• **Task to complete**:
Keeping every word in place, write out the entries that come next.

(Collected data)
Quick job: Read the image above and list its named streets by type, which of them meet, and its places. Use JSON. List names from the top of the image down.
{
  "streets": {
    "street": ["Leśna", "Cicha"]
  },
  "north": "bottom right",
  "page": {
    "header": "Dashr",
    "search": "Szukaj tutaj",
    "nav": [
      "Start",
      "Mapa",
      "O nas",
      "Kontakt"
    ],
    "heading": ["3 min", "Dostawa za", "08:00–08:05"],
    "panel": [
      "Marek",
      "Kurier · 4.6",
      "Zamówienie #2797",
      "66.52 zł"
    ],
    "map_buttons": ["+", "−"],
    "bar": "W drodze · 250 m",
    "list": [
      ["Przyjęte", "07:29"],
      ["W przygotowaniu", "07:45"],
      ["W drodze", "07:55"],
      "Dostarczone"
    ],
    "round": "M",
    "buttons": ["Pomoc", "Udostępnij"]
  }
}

• **Solution to this task**:
Quick job: Read the image above and list its named streets by type, which of them meet, and its places. Use JSON. List names from the top of the image down.
{
  "streets": {
    "street": ["Leśna", "Cicha"]
  },
  "north": "bottom right",
  "page": {
    "header": "Dashr",
    "search": "Szukaj tutaj",
    "nav": [
      "Start",
      "Mapa",
      "O nas",
      "Kontakt"
    ],
    "heading": ["3 min", "Dostawa za", "08:00–08:05"],
    "panel": [
      "Marek",
      "Kurier · 4.6",
      "Zamówienie #2797",
      "66.52 zł"
    ],
    "map_buttons": ["+", "−"],
    "bar": "W drodze · 250 m",
    "list": [
      ["Przyjęte", "07:29"],
      ["W przygotowaniu", "07:45"],
      ["W drodze", "07:55"],
      "Dostarczone"
    ],
    "round": "M",
    "buttons": ["Pomoc", "Udostępnij"]
  }
}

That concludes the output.